◆ ABOUT THIS EXERCISE
What is the number of lines in the records below holding the string "turn"? Reply with it and nothing else.

══ ENTRIES SUPPLIED

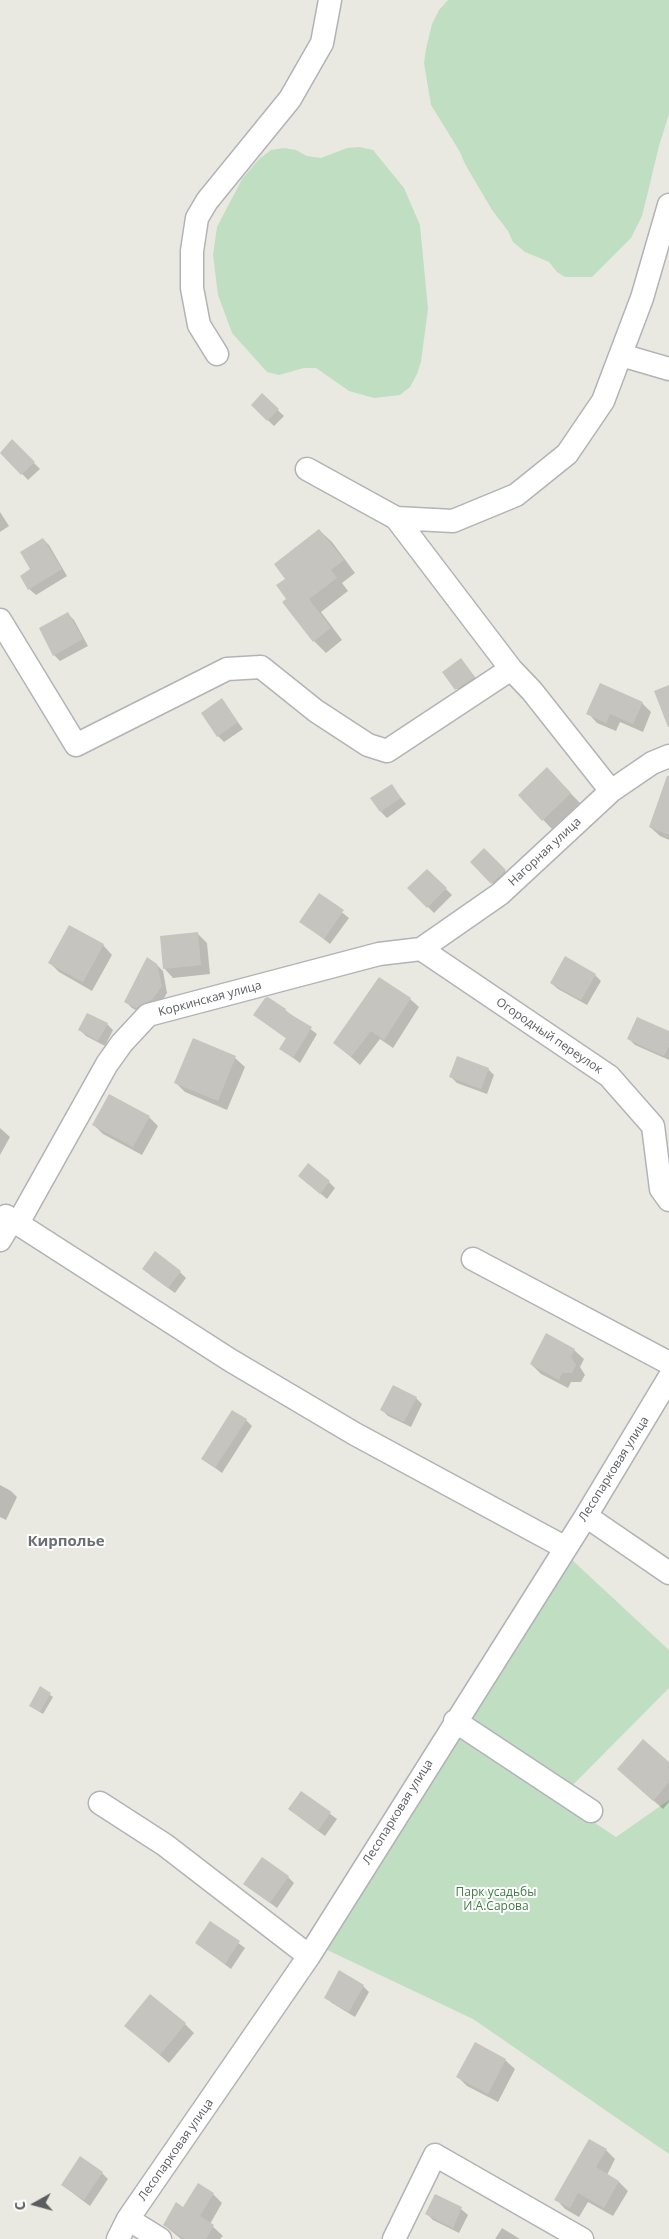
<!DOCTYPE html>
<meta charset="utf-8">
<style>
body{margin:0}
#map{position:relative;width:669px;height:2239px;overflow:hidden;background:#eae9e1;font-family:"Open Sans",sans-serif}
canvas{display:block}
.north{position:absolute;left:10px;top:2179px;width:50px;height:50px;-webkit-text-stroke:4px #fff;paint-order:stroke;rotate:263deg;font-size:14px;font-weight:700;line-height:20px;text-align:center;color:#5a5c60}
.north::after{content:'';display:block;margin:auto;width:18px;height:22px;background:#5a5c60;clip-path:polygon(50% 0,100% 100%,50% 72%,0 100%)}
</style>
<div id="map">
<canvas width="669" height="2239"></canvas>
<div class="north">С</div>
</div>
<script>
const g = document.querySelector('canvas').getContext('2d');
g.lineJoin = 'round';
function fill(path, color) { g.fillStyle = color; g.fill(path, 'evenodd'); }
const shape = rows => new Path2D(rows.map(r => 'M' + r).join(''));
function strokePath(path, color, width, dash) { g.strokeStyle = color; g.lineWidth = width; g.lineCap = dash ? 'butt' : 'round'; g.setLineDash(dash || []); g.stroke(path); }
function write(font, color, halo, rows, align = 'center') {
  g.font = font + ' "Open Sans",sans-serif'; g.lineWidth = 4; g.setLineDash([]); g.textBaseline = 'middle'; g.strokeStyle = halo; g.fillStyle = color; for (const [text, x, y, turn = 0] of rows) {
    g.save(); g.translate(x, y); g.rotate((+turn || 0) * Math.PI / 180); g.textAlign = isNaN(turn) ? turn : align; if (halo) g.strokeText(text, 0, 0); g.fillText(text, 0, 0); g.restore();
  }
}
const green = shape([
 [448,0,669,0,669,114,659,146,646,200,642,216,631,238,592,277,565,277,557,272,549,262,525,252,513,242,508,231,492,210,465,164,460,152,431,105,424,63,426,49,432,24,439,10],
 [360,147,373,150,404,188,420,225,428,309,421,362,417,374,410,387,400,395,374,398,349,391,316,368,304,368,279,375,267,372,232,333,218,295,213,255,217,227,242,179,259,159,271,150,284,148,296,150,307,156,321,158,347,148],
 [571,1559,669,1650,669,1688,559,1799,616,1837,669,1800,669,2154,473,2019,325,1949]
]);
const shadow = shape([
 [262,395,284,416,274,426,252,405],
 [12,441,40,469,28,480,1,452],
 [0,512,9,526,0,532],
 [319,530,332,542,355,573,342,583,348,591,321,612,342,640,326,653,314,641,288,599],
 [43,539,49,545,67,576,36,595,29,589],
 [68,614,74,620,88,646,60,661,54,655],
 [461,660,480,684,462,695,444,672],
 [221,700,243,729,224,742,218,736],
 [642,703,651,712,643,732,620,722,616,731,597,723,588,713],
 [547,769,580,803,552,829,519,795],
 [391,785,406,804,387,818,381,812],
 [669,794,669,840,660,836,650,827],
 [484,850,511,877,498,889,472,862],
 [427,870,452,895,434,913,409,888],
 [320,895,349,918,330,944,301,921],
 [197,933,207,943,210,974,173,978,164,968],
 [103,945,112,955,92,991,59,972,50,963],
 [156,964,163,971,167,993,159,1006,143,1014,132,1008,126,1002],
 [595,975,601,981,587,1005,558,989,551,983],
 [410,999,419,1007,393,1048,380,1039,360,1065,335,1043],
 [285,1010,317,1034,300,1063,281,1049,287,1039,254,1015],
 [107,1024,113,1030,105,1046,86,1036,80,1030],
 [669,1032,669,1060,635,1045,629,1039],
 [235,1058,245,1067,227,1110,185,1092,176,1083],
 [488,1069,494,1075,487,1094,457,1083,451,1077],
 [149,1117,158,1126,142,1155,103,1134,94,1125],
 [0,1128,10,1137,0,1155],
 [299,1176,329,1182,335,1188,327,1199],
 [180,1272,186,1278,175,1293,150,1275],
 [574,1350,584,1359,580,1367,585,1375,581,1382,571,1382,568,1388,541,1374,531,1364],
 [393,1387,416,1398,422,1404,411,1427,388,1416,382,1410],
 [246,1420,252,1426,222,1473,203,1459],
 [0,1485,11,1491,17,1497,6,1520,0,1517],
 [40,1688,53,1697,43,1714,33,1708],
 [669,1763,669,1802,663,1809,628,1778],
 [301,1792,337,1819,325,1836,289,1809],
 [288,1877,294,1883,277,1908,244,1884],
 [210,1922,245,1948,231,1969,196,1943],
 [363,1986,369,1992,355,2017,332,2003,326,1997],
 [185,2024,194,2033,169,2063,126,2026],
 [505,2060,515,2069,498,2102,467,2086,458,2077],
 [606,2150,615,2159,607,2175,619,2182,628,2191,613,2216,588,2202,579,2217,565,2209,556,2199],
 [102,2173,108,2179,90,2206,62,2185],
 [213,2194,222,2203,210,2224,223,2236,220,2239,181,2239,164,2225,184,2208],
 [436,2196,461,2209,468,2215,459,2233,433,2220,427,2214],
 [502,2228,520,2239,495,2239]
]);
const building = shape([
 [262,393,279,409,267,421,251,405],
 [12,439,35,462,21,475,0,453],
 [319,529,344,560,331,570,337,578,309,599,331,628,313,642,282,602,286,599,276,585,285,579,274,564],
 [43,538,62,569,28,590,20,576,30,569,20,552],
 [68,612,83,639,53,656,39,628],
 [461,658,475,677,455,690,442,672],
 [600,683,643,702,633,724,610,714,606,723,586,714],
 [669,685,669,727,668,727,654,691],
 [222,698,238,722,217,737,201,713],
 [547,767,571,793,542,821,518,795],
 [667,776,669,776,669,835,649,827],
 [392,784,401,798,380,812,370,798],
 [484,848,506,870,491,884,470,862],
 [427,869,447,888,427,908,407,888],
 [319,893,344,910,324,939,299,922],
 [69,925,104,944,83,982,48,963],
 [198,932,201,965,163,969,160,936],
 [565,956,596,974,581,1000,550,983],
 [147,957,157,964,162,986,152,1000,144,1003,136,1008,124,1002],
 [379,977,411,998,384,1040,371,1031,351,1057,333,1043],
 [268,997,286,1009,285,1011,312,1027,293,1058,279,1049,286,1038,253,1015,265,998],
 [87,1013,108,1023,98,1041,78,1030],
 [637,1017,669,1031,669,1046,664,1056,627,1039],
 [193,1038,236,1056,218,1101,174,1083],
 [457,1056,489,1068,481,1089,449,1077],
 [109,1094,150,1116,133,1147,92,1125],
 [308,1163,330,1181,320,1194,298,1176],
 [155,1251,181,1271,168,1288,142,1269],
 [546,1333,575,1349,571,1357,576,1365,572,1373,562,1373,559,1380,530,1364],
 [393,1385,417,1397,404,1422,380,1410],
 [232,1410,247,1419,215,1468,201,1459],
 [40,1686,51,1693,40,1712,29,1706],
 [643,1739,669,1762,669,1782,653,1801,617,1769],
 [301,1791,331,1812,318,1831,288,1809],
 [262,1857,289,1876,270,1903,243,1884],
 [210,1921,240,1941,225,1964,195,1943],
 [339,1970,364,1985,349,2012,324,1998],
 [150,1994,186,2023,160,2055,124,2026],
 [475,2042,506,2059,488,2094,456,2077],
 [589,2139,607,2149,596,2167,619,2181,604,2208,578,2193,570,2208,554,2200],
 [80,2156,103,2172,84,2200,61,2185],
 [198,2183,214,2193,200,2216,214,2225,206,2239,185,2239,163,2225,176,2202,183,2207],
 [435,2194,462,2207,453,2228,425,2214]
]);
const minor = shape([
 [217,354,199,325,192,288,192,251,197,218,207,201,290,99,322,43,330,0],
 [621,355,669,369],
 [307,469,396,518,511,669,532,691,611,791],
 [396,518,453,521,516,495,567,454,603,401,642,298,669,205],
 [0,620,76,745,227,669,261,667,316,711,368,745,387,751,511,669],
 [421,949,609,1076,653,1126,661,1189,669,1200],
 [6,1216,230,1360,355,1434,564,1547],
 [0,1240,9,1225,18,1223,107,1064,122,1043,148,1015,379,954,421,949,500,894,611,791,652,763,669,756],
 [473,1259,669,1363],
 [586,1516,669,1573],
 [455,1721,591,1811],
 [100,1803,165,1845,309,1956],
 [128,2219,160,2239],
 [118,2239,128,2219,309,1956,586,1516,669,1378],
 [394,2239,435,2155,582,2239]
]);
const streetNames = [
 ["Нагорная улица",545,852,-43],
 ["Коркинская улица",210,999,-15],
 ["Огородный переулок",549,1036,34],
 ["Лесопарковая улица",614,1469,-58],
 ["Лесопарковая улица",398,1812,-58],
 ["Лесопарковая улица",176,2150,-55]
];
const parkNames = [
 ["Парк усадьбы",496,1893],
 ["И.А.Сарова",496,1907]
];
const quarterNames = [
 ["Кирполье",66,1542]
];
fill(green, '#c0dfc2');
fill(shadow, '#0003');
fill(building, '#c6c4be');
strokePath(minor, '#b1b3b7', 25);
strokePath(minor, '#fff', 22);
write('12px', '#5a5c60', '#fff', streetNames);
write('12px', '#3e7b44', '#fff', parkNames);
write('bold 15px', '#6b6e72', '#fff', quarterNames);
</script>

════
══ ENTRIES SUPPLIED

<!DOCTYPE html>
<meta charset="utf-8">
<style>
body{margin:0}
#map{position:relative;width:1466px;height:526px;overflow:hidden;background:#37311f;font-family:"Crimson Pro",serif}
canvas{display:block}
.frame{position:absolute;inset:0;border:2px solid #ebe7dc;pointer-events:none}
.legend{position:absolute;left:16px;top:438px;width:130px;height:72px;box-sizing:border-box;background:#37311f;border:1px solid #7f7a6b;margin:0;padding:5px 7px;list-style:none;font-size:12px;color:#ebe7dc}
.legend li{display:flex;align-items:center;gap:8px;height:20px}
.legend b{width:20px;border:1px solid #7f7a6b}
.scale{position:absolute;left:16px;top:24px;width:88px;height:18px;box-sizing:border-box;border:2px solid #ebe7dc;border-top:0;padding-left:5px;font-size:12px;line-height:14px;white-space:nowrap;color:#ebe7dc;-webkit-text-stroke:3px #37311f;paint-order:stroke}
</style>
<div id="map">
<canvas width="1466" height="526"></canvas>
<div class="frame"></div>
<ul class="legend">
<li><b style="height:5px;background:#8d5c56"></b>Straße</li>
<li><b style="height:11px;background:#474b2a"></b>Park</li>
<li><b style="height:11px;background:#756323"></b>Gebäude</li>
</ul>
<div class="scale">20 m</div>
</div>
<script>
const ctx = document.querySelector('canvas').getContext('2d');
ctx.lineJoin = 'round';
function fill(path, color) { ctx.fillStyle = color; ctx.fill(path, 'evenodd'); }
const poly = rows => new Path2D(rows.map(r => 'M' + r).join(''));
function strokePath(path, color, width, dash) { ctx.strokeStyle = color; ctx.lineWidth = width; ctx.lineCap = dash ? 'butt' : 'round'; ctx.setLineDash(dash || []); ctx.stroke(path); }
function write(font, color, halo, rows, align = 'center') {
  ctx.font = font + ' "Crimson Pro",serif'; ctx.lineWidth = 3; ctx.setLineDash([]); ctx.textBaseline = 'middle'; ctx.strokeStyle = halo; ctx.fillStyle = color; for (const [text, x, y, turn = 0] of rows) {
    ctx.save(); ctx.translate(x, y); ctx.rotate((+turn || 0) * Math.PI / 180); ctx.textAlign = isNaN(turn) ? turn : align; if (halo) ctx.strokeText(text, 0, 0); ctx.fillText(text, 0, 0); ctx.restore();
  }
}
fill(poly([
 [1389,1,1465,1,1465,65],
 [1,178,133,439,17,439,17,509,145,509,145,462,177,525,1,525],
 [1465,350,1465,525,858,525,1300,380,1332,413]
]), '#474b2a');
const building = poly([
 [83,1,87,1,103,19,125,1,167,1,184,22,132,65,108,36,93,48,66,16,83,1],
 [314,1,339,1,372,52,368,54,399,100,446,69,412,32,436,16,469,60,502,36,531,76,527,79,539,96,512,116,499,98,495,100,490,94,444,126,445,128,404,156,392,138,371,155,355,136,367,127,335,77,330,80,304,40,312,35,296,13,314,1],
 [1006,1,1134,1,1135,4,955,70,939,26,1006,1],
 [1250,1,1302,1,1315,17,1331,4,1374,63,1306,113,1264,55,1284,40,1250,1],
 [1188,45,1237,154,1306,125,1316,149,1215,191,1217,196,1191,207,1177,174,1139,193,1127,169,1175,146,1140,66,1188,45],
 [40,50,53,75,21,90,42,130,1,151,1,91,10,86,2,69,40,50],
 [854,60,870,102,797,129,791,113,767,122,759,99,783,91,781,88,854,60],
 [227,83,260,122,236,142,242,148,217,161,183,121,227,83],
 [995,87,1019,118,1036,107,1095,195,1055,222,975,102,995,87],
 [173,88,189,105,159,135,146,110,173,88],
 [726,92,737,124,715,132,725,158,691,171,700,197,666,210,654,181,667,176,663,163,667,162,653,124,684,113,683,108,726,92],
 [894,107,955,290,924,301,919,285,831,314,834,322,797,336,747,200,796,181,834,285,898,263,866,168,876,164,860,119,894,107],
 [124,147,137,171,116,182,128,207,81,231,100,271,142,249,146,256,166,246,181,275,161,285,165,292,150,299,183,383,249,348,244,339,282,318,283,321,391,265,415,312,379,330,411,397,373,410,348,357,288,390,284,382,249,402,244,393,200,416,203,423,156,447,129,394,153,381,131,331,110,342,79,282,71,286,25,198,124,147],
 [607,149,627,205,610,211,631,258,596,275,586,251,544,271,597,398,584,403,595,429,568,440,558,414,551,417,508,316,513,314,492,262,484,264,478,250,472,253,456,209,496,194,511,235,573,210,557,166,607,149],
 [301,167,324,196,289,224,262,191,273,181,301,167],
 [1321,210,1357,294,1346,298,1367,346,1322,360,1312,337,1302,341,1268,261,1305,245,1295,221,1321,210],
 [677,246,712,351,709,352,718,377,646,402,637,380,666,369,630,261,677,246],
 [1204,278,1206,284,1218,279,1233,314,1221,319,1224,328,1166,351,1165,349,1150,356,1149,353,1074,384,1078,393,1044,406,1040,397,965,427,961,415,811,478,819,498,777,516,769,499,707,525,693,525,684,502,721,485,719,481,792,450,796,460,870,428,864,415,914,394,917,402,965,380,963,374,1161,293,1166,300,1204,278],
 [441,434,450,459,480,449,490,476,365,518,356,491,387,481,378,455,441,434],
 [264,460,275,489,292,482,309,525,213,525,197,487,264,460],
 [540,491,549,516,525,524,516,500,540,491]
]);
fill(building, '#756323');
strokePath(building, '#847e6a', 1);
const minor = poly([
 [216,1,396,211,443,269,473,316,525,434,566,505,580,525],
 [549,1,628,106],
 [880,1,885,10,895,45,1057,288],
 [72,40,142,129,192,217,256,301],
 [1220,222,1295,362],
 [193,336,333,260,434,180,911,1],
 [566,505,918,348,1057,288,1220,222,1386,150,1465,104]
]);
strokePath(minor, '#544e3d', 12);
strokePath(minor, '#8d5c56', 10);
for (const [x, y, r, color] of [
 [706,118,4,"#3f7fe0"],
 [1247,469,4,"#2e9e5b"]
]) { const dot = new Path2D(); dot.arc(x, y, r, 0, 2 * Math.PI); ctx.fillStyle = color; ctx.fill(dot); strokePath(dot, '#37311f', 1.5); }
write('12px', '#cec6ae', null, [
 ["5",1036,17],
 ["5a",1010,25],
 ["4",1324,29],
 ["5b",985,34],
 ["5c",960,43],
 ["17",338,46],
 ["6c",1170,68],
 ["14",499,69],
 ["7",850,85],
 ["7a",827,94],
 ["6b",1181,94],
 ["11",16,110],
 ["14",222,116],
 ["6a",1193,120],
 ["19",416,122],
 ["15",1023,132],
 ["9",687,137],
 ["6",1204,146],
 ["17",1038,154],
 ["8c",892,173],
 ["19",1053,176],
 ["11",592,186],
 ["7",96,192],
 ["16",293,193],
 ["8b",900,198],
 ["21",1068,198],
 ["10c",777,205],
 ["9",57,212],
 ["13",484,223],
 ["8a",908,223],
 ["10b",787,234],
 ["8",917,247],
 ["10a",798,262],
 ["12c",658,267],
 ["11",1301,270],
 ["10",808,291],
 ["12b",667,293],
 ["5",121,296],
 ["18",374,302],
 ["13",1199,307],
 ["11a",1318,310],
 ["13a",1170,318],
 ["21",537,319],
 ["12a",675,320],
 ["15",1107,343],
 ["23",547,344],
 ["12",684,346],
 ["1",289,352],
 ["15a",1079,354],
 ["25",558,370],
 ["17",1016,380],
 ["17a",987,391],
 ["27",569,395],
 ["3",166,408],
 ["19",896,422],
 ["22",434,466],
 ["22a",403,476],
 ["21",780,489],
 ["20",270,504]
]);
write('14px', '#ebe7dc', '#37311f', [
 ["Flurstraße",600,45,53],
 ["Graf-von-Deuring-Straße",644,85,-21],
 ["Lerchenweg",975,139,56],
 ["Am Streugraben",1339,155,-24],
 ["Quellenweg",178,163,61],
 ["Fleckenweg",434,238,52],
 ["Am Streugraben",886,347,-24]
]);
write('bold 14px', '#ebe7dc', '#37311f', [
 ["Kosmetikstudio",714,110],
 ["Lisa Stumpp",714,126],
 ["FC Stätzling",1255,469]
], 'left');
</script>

════

◆ EXPECTED ANSWER
4